### WHAT YOU WILL DO
When you spot the word "blocks" in a line of the data below, copy that line.

(Saved entries)

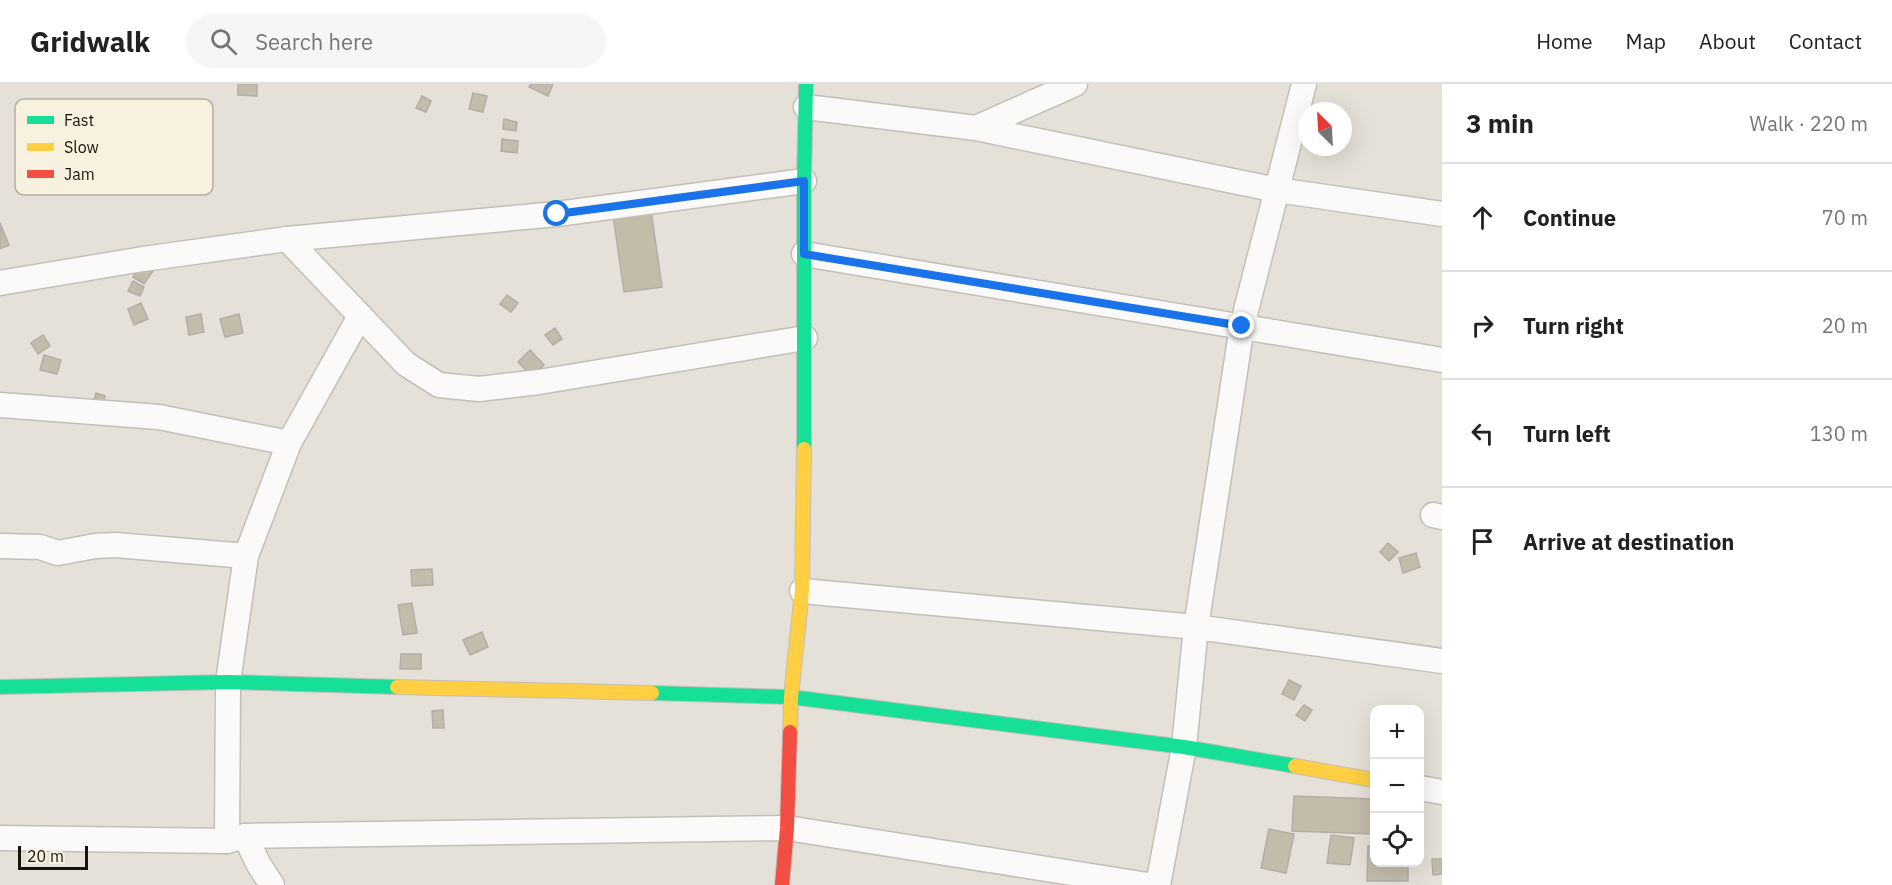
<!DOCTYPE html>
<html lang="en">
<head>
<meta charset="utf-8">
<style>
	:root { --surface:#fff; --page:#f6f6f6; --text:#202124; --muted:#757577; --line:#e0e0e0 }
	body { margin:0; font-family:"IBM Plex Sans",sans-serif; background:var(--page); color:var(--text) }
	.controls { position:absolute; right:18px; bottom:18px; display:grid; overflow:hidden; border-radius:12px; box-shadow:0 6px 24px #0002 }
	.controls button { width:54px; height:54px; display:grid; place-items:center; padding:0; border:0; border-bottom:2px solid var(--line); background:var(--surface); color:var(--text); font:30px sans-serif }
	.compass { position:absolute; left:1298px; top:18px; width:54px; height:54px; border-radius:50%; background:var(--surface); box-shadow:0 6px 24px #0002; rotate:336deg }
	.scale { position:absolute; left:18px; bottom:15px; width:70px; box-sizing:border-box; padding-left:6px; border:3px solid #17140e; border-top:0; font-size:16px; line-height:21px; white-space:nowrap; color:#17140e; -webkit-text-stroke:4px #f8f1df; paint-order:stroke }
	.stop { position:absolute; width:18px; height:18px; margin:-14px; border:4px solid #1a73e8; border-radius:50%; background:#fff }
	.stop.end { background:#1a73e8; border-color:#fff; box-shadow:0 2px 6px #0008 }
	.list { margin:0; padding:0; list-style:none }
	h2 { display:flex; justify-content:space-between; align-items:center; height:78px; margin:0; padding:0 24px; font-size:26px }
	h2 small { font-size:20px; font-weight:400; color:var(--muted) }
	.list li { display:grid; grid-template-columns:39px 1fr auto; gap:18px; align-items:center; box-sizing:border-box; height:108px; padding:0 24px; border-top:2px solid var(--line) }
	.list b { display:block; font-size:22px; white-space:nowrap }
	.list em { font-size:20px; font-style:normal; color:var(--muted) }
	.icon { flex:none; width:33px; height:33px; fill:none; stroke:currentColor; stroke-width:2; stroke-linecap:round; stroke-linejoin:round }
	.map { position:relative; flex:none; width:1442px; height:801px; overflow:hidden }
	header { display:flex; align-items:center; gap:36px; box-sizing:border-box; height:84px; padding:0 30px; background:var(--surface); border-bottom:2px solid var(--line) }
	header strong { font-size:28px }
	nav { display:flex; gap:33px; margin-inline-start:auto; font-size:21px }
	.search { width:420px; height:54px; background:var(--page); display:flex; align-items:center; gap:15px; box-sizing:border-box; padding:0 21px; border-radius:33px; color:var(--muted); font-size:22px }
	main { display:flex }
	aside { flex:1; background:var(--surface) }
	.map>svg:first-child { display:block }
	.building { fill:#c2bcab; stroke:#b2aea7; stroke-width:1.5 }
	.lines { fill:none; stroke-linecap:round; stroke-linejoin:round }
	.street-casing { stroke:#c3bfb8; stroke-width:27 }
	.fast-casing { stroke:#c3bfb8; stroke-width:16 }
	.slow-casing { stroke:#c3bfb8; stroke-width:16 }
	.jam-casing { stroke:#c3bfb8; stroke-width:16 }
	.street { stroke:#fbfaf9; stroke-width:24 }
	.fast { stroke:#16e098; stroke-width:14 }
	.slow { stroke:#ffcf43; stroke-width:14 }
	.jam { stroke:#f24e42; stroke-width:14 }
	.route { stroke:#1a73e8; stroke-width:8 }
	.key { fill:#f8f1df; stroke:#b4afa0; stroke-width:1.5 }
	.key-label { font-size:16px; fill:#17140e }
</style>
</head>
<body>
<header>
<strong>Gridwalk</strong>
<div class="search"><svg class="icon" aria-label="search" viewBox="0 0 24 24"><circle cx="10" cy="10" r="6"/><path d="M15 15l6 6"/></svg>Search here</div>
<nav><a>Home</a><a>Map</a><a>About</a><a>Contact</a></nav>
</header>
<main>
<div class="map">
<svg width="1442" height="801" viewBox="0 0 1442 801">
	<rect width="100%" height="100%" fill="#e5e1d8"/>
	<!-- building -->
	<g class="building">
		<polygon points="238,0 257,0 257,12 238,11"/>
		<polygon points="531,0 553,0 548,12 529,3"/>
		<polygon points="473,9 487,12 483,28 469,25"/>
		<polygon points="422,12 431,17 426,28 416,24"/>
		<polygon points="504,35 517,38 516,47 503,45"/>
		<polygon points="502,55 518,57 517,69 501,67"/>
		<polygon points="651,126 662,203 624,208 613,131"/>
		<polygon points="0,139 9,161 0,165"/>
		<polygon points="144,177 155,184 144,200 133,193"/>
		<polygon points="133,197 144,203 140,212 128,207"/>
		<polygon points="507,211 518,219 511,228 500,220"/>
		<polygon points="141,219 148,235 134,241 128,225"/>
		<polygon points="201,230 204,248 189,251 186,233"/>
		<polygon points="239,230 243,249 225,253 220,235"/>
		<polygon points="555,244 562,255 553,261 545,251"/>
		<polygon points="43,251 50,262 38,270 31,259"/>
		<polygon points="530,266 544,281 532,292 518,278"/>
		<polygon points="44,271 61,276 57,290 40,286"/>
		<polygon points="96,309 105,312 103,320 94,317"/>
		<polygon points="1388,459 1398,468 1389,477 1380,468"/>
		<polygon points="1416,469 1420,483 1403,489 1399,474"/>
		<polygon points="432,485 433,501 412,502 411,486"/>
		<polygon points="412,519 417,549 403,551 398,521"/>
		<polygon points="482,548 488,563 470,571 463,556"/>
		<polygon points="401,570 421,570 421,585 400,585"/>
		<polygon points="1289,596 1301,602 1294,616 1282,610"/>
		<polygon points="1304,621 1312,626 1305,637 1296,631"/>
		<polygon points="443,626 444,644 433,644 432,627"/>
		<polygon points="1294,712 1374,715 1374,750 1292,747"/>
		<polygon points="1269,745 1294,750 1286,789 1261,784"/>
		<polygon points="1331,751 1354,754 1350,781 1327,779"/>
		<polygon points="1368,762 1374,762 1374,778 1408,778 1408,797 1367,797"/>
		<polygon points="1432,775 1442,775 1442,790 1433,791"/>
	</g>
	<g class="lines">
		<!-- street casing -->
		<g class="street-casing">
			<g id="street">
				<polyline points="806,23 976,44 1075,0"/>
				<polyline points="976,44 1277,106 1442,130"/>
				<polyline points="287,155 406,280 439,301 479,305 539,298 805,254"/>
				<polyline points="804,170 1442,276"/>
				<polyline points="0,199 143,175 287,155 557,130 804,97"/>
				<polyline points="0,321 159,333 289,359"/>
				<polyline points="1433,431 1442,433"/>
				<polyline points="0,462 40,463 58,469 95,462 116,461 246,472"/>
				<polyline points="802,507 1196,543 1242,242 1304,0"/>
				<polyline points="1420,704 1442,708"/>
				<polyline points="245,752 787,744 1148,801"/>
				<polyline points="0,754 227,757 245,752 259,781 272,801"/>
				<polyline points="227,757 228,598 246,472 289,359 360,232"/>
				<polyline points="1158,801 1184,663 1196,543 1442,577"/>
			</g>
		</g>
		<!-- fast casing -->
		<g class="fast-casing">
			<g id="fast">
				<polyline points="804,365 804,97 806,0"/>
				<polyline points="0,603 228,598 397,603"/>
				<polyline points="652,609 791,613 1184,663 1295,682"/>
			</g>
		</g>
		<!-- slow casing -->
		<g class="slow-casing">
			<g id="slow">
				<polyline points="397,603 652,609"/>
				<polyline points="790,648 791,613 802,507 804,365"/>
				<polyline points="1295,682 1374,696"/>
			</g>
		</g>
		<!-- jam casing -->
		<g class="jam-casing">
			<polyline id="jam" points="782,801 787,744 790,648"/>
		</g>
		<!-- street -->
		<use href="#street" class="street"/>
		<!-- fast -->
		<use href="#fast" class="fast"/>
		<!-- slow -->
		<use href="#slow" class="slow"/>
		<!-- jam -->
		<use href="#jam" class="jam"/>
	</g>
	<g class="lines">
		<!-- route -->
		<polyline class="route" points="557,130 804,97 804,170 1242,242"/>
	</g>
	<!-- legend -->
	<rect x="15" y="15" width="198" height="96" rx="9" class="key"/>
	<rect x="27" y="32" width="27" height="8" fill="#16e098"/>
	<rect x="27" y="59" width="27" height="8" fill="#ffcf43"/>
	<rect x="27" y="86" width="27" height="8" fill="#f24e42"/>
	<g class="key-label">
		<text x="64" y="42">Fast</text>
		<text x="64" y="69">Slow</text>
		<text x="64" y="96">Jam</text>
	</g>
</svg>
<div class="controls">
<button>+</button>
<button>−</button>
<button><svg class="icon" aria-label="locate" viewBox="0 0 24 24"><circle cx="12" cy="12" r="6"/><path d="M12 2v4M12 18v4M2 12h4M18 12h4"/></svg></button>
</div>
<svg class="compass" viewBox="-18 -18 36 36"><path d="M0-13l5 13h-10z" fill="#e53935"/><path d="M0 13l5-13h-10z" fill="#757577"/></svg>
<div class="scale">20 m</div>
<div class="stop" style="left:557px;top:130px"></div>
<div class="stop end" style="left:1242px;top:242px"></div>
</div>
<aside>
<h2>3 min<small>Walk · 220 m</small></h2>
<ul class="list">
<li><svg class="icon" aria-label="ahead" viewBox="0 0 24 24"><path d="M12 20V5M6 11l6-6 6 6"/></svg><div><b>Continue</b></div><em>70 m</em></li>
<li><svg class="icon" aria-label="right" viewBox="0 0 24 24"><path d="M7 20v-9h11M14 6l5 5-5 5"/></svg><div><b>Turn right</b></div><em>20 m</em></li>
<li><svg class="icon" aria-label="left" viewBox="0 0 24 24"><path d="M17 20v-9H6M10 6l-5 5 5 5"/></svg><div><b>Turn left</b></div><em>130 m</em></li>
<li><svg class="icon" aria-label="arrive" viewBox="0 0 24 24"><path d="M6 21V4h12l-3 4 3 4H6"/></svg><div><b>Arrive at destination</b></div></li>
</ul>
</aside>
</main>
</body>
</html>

* * *

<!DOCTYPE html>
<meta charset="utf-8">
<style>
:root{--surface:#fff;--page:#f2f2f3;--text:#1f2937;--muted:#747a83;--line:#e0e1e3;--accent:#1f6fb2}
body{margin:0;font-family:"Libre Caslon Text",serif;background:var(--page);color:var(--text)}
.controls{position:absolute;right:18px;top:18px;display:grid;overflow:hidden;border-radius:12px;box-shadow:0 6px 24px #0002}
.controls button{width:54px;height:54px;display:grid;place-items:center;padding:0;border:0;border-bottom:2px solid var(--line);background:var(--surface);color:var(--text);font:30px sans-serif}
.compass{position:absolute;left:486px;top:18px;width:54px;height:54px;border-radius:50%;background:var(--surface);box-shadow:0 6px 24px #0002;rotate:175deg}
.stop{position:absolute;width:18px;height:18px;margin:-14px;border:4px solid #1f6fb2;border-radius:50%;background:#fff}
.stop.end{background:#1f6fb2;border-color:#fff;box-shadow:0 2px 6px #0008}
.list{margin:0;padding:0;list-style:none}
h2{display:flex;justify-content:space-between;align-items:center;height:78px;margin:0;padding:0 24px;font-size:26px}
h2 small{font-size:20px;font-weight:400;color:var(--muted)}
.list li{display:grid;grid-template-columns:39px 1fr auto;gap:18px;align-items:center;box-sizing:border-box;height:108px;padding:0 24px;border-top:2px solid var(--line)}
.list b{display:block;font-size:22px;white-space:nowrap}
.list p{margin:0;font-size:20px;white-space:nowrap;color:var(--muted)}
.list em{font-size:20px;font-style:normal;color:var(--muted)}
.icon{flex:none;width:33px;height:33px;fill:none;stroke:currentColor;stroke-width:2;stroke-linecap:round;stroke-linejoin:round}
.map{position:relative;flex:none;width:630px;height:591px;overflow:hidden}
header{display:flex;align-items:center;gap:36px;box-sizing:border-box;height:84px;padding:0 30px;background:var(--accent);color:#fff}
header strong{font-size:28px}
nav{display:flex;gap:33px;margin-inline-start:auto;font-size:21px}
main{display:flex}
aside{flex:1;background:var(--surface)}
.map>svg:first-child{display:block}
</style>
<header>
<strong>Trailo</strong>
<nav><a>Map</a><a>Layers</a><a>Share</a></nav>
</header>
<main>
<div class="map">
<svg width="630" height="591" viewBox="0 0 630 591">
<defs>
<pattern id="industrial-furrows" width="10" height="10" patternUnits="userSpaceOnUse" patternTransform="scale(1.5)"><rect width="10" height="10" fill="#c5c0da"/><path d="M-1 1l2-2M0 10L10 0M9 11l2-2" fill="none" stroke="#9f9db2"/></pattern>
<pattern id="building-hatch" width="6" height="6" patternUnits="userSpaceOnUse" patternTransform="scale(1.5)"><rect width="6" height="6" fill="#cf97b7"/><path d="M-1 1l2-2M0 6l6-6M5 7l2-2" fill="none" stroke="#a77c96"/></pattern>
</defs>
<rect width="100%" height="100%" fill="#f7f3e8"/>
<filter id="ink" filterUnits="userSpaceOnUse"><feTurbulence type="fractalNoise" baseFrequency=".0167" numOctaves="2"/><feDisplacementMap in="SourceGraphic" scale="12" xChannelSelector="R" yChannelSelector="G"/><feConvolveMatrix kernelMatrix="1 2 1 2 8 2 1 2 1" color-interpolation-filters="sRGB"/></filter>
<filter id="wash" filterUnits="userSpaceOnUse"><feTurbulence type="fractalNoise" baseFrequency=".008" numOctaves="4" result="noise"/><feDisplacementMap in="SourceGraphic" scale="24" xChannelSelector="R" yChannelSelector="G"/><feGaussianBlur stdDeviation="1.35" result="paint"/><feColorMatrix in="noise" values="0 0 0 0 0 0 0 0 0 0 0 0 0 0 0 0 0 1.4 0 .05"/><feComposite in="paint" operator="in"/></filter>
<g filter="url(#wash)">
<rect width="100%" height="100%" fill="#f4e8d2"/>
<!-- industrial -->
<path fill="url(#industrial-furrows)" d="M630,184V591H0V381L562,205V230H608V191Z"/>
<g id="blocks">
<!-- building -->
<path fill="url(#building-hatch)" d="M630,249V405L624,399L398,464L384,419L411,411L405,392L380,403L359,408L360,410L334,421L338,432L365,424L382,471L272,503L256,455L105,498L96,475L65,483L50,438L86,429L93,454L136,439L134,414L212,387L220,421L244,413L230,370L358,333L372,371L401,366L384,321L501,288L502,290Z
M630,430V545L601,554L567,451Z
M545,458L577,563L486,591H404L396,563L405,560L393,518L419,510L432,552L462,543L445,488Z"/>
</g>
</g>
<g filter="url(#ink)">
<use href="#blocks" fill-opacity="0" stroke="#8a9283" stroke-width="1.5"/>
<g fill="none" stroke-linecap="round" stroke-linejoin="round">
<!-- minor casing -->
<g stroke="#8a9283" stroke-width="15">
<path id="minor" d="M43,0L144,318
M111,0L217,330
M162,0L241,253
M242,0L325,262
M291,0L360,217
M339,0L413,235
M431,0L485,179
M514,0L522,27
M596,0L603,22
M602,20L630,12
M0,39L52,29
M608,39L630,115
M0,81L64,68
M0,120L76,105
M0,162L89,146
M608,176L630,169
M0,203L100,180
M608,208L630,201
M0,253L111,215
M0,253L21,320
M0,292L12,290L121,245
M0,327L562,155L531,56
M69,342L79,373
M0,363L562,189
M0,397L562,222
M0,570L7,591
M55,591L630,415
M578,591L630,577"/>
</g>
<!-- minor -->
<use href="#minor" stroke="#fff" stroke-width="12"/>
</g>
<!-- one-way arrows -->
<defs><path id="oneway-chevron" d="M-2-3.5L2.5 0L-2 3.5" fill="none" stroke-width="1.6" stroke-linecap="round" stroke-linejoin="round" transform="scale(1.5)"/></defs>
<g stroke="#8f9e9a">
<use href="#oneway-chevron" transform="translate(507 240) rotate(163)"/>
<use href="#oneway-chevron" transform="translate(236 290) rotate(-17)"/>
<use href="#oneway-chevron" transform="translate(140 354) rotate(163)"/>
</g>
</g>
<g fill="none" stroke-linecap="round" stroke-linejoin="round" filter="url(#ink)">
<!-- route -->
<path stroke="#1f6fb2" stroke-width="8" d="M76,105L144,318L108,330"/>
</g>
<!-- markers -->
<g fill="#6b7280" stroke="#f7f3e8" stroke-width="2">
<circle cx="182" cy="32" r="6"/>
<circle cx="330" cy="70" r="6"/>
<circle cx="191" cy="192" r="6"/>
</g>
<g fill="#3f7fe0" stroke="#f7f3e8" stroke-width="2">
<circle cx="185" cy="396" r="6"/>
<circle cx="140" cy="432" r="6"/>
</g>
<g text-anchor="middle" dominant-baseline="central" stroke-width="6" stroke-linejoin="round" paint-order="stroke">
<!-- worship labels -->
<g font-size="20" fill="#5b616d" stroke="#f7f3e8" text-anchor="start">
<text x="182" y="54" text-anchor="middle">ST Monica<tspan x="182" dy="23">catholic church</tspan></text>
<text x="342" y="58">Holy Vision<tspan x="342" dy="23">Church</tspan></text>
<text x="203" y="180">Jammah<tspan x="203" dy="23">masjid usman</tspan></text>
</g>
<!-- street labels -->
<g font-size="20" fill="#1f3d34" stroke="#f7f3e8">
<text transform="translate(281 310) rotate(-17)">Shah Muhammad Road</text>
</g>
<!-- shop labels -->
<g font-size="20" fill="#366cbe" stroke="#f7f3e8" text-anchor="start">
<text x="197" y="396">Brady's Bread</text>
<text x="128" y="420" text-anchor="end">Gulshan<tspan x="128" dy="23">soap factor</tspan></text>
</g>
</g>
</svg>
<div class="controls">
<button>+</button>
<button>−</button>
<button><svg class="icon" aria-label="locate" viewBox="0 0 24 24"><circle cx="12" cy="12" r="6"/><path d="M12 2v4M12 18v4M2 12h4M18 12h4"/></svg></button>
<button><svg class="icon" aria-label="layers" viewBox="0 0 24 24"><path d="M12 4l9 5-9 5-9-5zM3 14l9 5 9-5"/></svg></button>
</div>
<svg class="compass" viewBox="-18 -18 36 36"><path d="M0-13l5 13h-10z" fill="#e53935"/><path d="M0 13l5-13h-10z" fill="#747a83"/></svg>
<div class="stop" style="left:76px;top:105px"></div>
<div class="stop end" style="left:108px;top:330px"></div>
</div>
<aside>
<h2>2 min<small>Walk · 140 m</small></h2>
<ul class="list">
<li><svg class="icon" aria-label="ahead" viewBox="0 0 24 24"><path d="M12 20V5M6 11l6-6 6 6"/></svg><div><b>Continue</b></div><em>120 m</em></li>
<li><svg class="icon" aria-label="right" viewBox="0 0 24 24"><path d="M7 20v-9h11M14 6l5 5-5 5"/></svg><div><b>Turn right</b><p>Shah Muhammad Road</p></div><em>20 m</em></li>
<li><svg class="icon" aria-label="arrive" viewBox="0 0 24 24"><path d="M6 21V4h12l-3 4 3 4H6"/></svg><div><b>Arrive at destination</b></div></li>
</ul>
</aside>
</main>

### TASK SOLUTION
<g id="blocks">
<use href="#blocks" fill-opacity="0" stroke="#8a9283" stroke-width="1.5"/>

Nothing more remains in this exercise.